**PROBLEM TO WORK ON:** Copy out exactly the lines from the first line of the material below through the line containing "position:absolute; left:1587px; top:18px;", and nothing beyond them.

**INPUT DATA:**
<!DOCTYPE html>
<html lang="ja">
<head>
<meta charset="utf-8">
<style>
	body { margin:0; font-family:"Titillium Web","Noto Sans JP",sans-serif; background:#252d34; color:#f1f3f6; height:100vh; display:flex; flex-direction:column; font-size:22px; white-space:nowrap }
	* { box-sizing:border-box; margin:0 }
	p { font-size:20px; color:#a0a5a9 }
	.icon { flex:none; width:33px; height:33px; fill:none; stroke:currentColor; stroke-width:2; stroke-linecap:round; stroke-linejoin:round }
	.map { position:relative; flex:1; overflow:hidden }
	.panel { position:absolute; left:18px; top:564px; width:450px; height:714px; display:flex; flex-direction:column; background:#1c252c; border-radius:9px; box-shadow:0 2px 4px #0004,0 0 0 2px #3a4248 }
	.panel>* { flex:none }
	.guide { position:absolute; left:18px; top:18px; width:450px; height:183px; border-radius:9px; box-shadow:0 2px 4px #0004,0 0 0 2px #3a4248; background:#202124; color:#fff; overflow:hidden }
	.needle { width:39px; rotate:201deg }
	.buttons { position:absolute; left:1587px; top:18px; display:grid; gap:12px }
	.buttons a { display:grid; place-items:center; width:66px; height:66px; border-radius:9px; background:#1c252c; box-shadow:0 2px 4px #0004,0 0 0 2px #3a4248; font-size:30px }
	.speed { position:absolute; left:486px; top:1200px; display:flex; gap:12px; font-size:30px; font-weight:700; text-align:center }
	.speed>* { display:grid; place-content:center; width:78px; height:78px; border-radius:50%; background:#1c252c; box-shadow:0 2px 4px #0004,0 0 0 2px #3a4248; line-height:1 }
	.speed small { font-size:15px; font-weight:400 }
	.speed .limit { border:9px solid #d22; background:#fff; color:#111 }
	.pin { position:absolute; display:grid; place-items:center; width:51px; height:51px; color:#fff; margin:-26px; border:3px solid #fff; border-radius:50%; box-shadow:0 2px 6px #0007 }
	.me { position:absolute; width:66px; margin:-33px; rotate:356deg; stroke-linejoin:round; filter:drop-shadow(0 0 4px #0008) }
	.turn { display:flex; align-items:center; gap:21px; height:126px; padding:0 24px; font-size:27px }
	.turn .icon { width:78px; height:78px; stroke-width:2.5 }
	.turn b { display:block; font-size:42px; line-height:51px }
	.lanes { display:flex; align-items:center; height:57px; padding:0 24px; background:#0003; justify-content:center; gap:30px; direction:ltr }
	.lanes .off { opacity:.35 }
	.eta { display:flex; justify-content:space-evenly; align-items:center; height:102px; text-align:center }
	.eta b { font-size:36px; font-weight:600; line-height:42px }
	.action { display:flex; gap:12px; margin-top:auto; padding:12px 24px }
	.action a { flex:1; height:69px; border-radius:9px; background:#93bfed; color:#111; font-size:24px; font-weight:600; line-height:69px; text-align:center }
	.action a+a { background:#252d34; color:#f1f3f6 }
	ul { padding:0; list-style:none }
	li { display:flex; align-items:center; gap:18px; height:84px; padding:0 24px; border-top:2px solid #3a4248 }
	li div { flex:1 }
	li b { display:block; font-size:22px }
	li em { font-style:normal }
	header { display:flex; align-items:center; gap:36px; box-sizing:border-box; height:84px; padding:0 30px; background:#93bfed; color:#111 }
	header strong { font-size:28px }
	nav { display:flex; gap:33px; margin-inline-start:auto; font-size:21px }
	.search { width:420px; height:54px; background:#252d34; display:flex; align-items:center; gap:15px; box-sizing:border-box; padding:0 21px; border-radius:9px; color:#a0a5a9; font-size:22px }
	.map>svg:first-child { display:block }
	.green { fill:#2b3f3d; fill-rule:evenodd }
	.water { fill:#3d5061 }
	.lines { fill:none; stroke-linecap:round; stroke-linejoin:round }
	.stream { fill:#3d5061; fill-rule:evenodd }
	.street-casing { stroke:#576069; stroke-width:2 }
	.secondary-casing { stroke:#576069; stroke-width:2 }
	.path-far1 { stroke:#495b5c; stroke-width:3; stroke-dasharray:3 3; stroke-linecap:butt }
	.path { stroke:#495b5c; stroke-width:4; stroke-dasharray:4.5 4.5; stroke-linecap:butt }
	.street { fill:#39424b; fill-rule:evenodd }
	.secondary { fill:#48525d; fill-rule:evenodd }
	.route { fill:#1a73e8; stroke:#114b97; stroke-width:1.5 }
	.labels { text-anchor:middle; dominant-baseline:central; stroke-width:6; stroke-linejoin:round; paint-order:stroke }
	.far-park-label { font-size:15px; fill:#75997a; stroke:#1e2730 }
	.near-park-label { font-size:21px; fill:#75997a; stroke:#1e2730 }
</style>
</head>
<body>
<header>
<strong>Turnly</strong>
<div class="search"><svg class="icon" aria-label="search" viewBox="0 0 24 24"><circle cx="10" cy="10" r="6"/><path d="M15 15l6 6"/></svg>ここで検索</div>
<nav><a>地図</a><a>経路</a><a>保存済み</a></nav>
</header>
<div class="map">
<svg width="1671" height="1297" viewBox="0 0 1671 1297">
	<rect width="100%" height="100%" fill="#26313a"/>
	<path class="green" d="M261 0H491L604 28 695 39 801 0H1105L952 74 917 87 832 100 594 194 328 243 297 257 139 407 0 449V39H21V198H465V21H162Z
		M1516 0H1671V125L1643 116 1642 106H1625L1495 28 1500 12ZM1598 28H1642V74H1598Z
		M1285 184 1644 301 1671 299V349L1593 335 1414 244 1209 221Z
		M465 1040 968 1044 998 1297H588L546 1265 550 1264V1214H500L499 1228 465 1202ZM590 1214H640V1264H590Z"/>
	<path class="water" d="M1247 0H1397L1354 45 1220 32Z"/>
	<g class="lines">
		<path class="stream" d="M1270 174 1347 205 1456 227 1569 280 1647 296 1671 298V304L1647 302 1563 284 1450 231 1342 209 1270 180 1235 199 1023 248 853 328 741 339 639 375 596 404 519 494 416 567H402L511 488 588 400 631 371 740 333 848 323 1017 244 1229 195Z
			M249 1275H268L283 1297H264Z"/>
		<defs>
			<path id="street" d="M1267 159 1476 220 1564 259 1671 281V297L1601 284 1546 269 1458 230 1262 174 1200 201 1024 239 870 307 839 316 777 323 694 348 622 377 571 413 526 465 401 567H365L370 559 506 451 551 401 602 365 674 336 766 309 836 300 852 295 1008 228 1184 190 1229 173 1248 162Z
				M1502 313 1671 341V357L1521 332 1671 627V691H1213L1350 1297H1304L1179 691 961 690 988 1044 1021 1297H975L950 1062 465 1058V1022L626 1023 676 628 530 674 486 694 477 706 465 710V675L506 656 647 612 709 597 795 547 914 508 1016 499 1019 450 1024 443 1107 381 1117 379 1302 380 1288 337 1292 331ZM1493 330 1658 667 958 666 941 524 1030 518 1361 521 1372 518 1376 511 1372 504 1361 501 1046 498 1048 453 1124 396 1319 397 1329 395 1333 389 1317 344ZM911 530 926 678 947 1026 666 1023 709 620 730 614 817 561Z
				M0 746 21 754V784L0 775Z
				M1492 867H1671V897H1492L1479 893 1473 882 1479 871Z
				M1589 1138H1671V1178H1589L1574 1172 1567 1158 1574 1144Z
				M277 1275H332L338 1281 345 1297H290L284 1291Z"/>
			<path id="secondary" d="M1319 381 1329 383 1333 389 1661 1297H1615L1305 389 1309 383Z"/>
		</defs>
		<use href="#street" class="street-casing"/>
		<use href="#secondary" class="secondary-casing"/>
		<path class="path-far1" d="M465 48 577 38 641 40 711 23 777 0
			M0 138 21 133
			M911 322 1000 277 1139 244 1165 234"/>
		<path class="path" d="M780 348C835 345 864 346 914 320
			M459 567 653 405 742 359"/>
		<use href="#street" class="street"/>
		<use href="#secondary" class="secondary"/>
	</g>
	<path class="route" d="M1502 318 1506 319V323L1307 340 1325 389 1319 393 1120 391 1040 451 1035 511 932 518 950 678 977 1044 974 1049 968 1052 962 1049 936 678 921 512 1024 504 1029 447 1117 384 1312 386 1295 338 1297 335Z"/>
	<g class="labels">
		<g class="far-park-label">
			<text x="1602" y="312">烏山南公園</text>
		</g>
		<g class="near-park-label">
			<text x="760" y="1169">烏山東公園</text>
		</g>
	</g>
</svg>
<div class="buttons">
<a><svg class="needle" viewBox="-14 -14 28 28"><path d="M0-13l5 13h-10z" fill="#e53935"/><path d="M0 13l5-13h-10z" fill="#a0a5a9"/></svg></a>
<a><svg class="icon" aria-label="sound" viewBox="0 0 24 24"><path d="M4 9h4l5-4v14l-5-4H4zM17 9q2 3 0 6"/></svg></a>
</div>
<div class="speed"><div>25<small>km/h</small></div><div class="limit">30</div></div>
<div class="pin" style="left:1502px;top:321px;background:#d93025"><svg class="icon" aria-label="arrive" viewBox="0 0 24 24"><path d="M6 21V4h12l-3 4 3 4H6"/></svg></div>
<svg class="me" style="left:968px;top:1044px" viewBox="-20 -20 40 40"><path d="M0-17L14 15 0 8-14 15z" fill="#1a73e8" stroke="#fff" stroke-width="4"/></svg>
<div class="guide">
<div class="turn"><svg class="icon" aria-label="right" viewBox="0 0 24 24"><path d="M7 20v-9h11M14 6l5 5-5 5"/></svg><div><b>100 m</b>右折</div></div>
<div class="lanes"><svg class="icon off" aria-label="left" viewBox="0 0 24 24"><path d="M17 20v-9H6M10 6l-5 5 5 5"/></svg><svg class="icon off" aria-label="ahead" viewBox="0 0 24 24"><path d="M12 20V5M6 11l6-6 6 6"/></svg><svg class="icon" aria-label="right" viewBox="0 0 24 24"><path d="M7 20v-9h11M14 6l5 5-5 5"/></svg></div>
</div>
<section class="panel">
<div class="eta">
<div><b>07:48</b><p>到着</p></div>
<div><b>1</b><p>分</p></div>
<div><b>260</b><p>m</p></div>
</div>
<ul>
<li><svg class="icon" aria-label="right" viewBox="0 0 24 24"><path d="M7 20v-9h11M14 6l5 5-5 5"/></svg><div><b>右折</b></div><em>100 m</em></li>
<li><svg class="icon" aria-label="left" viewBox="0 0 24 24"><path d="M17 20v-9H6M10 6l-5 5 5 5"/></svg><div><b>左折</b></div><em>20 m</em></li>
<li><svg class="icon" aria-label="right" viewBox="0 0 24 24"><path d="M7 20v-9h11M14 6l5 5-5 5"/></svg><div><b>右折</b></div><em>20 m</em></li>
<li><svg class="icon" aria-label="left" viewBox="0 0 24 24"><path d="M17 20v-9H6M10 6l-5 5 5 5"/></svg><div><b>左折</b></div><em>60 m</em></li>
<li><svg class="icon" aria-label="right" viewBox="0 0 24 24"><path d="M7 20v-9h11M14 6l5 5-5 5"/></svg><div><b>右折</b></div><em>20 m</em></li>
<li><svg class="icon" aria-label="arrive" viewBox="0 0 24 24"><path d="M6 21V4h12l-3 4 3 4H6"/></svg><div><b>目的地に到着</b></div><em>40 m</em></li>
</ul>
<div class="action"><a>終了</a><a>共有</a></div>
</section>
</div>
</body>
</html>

**YOUR RESPONSE:**
<!DOCTYPE html>
<html lang="ja">
<head>
<meta charset="utf-8">
<style>
	body { margin:0; font-family:"Titillium Web","Noto Sans JP",sans-serif; background:#252d34; color:#f1f3f6; height:100vh; display:flex; flex-direction:column; font-size:22px; white-space:nowrap }
	* { box-sizing:border-box; margin:0 }
	p { font-size:20px; color:#a0a5a9 }
	.icon { flex:none; width:33px; height:33px; fill:none; stroke:currentColor; stroke-width:2; stroke-linecap:round; stroke-linejoin:round }
	.map { position:relative; flex:1; overflow:hidden }
	.panel { position:absolute; left:18px; top:564px; width:450px; height:714px; display:flex; flex-direction:column; background:#1c252c; border-radius:9px; box-shadow:0 2px 4px #0004,0 0 0 2px #3a4248 }
	.panel>* { flex:none }
	.guide { position:absolute; left:18px; top:18px; width:450px; height:183px; border-radius:9px; box-shadow:0 2px 4px #0004,0 0 0 2px #3a4248; background:#202124; color:#fff; overflow:hidden }
	.needle { width:39px; rotate:201deg }
	.buttons { position:absolute; left:1587px; top:18px; display:grid; gap:12px }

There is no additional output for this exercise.